> What you are asked to do
If a line contains the word "labels", include it in the count; state how many such lines the listing has and nothing else.

> Exercise inputs
<<<<
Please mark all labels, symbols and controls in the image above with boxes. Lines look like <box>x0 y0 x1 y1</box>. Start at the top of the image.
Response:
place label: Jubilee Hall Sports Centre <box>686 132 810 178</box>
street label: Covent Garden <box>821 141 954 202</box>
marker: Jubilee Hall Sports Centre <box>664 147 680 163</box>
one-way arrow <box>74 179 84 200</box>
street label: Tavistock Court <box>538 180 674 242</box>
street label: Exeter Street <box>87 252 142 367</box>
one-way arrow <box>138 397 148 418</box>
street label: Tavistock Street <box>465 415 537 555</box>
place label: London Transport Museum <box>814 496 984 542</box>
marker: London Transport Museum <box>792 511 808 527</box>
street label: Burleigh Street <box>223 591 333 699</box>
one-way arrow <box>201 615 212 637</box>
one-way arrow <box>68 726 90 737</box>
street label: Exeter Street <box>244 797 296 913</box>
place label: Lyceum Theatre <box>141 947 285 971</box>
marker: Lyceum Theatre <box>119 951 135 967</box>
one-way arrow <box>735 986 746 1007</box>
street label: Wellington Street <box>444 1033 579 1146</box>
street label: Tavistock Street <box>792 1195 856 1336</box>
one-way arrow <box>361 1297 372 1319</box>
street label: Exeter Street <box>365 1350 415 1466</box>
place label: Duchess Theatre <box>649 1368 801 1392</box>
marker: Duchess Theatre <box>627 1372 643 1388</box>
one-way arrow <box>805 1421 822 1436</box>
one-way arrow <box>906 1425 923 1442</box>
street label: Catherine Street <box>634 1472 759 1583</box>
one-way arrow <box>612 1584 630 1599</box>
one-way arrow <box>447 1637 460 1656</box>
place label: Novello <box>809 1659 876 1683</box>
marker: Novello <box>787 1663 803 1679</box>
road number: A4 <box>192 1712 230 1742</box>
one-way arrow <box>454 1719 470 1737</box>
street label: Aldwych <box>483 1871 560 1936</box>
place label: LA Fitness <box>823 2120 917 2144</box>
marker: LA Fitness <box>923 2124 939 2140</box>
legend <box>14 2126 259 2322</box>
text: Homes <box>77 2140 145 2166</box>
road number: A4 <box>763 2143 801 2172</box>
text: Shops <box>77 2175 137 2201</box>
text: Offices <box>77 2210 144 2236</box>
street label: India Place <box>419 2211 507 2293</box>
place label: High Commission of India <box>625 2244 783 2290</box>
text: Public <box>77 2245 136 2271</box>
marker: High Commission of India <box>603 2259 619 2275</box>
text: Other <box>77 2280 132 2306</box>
>>>>
<<<<
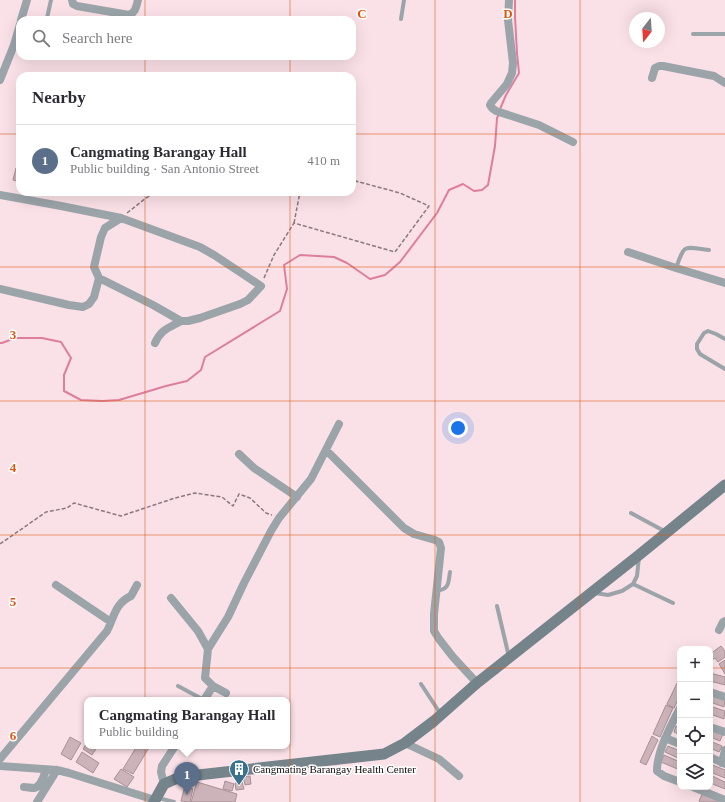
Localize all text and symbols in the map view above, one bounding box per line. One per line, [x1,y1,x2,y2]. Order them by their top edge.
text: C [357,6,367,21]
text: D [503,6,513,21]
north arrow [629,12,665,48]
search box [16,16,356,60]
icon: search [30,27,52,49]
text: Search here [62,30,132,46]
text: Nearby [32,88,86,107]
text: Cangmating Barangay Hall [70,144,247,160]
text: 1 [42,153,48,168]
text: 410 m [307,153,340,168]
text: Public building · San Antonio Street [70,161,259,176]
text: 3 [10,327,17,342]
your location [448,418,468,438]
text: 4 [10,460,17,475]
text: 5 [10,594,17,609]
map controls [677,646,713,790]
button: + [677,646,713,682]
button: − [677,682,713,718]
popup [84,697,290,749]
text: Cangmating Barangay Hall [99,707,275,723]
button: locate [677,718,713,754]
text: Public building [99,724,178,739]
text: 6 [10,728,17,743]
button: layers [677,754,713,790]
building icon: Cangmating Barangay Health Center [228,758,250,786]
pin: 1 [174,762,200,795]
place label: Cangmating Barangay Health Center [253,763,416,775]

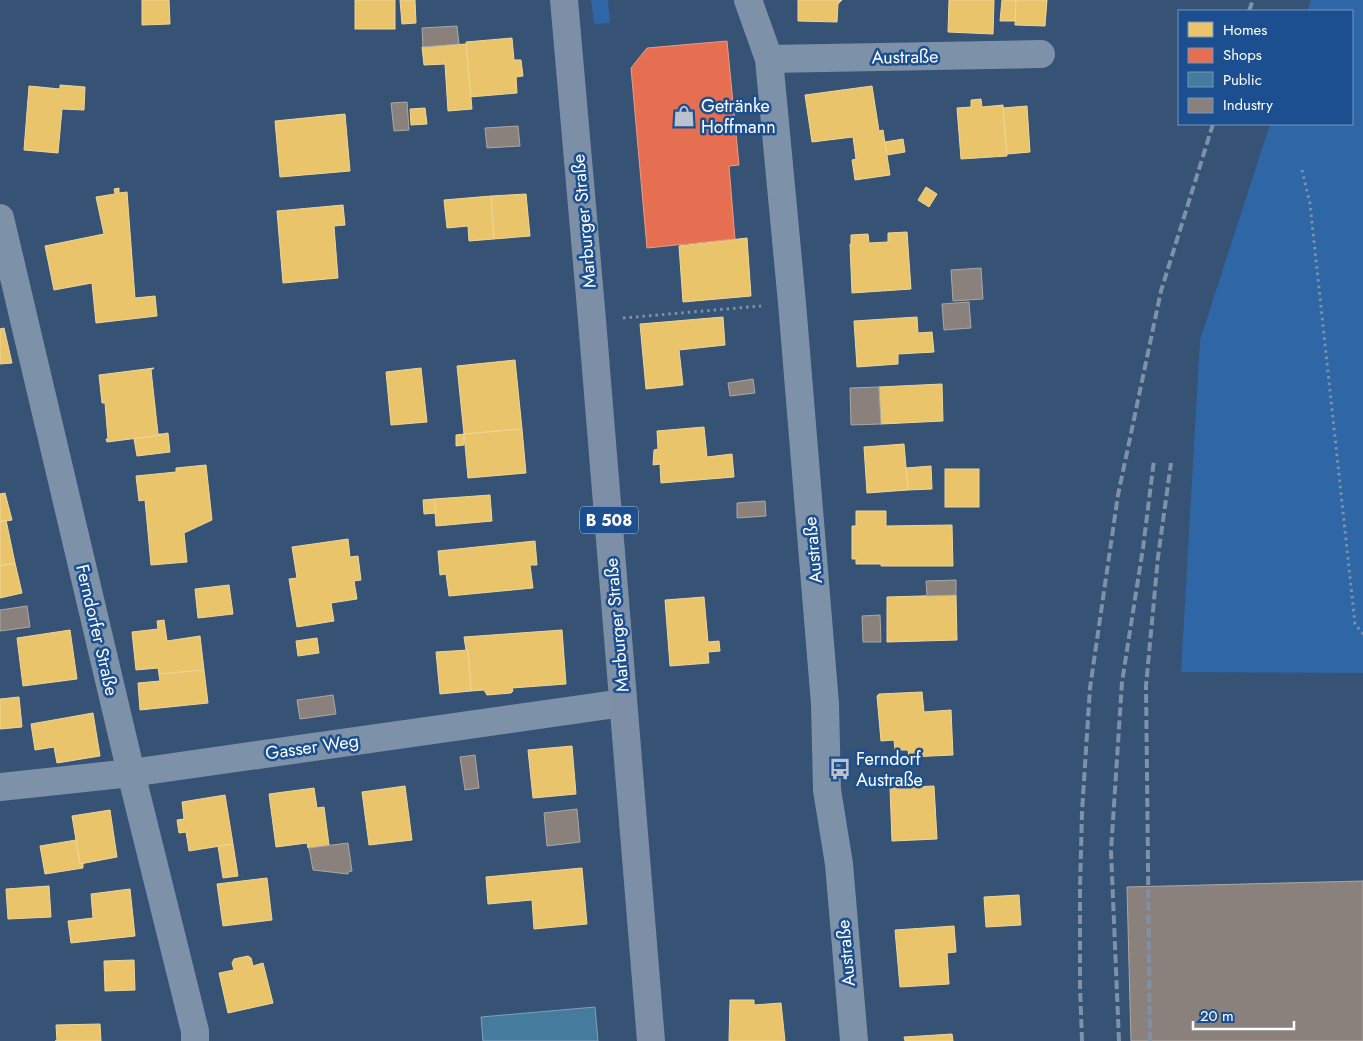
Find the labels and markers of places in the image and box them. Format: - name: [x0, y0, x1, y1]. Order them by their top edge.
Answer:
>>>>
<<<<
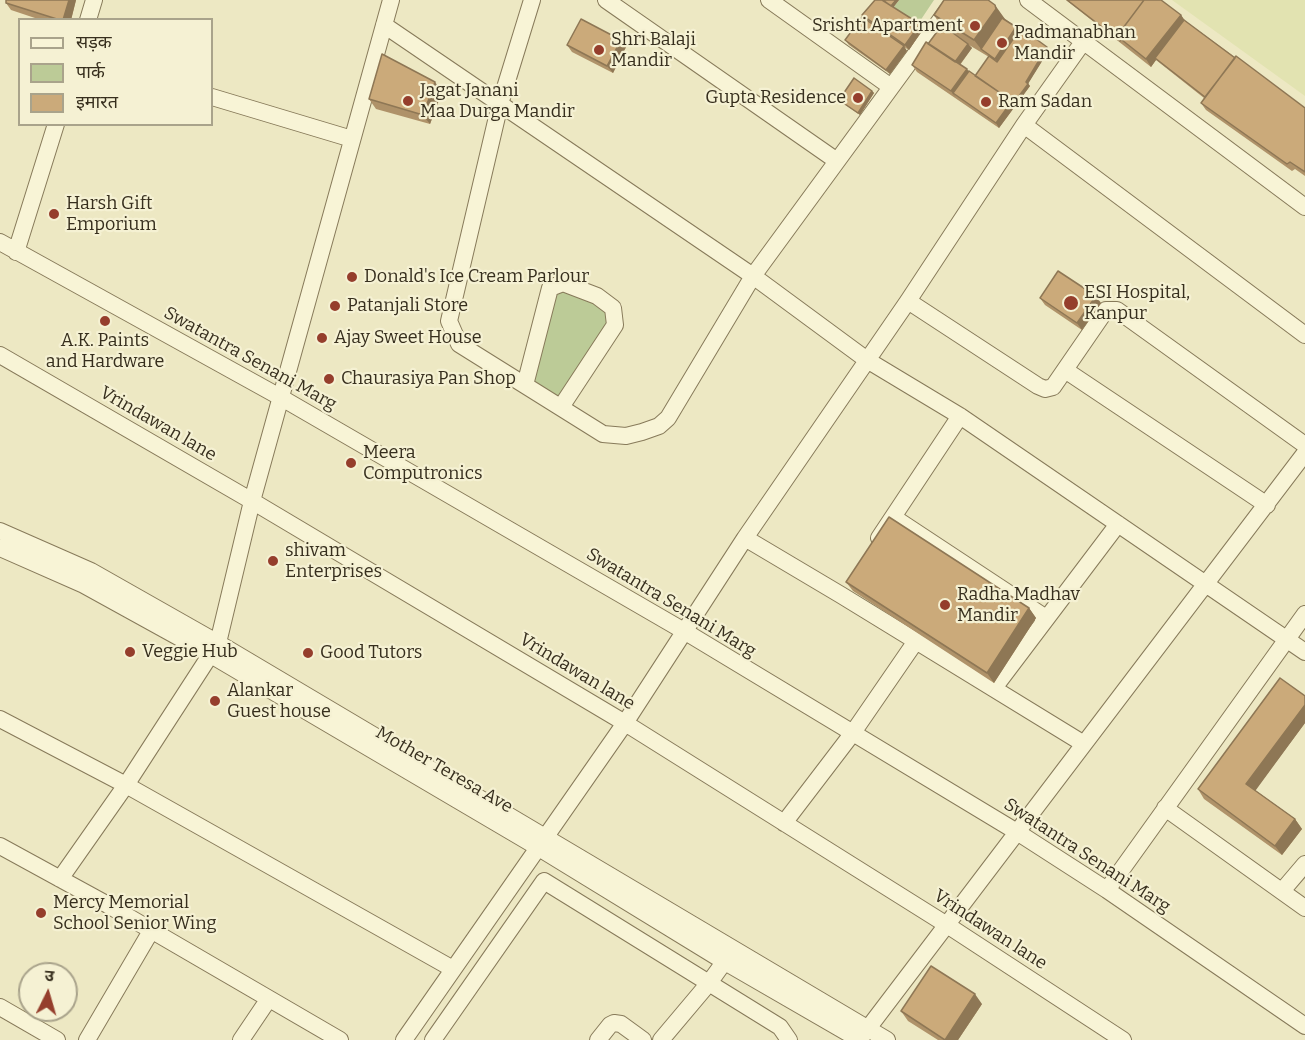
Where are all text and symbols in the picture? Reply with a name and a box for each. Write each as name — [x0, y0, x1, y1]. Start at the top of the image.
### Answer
>>>>
> Finished exercise
2